Filter the material below down to the lines with the word "data" and give those lines.

__RECORDS TO USE__
[Start of section]

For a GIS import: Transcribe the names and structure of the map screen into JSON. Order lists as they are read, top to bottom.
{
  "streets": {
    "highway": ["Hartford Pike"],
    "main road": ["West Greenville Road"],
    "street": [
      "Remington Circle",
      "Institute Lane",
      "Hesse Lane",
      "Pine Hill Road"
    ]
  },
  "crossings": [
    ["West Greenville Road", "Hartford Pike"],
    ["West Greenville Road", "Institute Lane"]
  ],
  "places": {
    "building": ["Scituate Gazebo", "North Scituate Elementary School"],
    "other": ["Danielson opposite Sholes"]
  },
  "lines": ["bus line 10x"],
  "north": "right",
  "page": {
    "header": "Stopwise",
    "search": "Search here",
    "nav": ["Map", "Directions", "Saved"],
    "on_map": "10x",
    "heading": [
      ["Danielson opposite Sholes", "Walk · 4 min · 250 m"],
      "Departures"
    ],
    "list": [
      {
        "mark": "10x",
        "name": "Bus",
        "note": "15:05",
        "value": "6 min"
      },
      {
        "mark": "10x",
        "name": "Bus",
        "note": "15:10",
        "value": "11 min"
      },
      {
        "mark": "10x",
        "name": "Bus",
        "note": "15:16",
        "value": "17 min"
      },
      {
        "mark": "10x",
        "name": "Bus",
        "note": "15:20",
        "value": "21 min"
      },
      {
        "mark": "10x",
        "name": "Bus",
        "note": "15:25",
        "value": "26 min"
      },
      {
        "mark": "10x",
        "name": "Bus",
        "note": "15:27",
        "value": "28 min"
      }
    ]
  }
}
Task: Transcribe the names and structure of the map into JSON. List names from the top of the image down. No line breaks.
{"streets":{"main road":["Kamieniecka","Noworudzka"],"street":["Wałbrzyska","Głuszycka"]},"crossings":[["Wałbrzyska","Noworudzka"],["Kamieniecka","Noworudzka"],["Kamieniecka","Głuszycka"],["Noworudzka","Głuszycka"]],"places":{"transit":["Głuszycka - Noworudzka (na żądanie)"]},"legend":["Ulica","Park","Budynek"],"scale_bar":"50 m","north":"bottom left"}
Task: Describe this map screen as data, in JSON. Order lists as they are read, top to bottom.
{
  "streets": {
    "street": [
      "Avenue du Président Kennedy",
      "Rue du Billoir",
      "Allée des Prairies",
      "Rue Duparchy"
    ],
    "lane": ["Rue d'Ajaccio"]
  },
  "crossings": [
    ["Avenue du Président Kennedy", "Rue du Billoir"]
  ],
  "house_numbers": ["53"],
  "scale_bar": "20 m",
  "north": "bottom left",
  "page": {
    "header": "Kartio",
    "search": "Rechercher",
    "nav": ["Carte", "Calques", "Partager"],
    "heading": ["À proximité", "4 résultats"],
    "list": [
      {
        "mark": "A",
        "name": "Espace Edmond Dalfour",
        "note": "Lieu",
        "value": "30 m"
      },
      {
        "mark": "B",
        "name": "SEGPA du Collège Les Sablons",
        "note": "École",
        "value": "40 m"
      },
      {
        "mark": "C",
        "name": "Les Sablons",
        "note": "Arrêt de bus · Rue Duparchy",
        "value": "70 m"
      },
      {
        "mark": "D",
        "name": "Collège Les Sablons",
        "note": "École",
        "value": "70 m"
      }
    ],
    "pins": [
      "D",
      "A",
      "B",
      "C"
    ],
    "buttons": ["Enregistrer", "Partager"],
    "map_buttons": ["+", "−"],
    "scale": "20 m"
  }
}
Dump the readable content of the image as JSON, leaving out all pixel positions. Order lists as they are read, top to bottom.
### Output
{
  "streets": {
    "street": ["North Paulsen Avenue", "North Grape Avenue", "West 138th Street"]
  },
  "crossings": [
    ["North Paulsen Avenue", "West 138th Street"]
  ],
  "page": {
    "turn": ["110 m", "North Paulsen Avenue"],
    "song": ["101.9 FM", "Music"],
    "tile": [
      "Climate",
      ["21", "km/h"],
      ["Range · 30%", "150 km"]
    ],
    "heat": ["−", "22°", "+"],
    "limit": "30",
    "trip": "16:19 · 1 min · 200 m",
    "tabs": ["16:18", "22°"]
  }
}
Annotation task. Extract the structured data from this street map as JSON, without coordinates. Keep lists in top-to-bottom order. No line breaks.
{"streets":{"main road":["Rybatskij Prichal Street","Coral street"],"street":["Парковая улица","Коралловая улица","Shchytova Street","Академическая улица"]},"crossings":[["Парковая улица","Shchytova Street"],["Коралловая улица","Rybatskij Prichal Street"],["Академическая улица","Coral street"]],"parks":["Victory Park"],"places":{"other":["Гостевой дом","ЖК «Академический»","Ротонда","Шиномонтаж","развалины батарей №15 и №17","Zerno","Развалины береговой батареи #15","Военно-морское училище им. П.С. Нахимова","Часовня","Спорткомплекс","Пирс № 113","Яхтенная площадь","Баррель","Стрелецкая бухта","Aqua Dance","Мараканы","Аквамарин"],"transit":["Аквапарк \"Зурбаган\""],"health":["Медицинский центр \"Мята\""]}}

[End of section]

__SOLUTION FOR THIS EXERCISE__
Task: Describe this map screen as data, in JSON. Order lists as they are read, top to bottom.
Annotation task. Extract the structured data from this street map as JSON, without coordinates. Keep lists in top-to-bottom order. No line breaks.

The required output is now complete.